We may well consider ourselves fortunate to live in our modern, technological age. We enjoy luxuries our ancestors would have envied. We take for granted a living standard undreamt of for ordinary people not so long ago: security, rights as citizens, material well-being, competent health care, fulfilment of individual aspirations, wholesome food and stimulating entertainment. But our secular, urbanised world also has its dark sides.

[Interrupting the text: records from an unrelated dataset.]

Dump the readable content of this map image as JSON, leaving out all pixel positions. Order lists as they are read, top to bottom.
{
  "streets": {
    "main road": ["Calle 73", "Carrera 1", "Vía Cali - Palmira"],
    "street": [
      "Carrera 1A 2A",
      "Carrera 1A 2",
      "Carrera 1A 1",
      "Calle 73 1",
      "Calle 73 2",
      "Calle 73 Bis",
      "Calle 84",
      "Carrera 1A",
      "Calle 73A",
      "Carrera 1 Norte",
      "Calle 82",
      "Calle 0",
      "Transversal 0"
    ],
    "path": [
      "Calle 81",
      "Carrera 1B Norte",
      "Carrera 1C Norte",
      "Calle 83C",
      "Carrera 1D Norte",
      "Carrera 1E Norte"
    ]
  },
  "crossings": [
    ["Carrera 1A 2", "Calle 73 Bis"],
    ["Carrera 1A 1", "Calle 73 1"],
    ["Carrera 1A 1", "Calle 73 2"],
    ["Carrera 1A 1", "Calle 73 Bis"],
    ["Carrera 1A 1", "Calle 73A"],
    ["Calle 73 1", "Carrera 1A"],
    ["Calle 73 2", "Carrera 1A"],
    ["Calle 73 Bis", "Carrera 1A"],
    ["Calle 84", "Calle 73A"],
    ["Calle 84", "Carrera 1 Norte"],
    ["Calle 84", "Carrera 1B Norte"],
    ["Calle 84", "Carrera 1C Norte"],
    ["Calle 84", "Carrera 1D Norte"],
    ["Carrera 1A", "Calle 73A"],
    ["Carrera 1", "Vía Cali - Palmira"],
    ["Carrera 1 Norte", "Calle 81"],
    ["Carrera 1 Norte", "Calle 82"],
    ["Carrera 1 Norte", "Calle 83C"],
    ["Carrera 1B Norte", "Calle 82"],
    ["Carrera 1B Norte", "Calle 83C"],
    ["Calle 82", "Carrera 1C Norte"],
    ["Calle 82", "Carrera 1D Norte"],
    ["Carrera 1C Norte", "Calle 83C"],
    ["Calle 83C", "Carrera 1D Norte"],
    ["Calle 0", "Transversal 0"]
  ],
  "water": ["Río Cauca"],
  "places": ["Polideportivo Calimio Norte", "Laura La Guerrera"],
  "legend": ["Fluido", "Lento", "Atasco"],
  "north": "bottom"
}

Our industrial and consumerist society destroys natural community. It breaks us up into individuals who have to manage on our own. Often it leads to indescribable loneliness and isolation, to people living within the four walls of their homes as in a prison from which they cannot escape.

A painful example of this came to my attention when I was visiting Vienna a few years ago. A taxi driver told me that in an in an inner-city flat the bodies of two elderly sisters had been found. They had both died of natural causes, and he told me some of the details.

The discovery occurred when the electricity board decided to install a new meter. The inspector could not obtain access to the flat. In the end he called in the police. They broke down the front door and found the dead bodies.

Medical examination established that the two sisters had died twelve years earlier (!) of old age. One of the sisters had outlived the other by about a month. She had rolled her sister in a carpet before she had herself died. No one had noticed their absence, the police had declared, because the two sisters paid all their regular bills for rent, gas and electricity by standing order.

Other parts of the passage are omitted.